Extract all lines that hold "Circle" from the records below.

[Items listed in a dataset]
------------

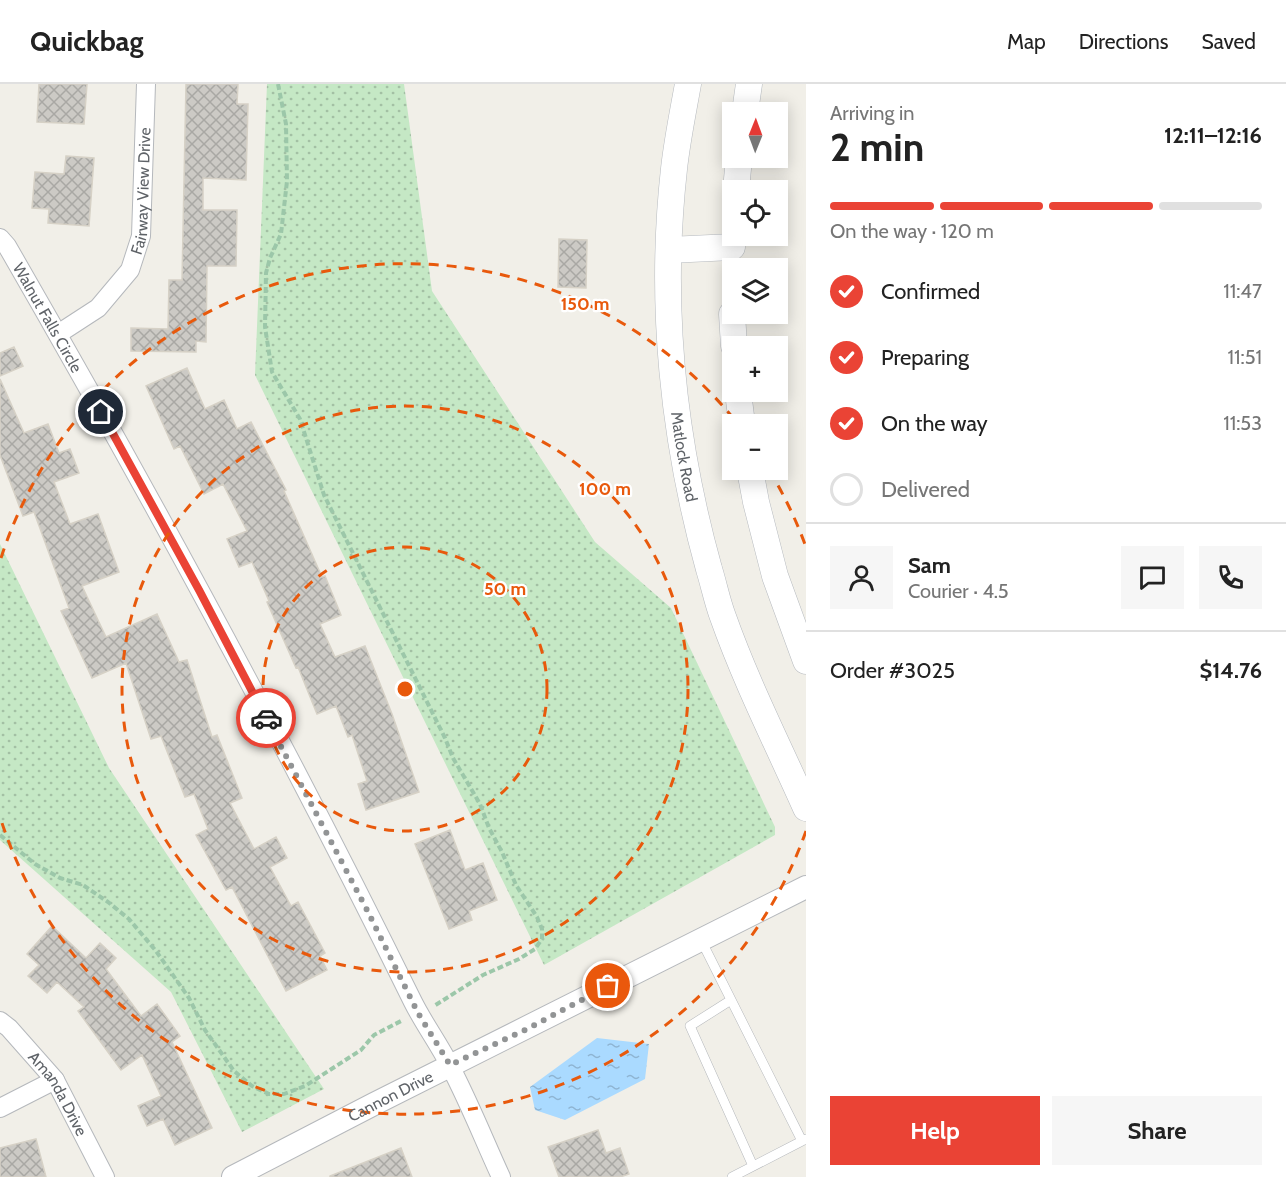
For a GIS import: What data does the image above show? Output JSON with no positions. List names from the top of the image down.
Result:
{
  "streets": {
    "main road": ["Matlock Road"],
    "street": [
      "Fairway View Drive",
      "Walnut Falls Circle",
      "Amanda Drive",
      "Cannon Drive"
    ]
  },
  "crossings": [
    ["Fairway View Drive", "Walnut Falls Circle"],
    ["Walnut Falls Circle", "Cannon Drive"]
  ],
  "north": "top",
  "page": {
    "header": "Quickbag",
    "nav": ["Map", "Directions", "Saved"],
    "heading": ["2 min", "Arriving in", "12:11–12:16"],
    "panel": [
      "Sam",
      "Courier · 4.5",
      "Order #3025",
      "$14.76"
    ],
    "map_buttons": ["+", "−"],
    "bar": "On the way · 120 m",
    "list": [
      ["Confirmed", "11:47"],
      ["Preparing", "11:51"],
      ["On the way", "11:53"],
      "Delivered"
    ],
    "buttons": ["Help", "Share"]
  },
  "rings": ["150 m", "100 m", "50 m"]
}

------------

• ANSWER TO THE PROBLEM:
      "Walnut Falls Circle",
    ["Fairway View Drive", "Walnut Falls Circle"],
    ["Walnut Falls Circle", "Cannon Drive"]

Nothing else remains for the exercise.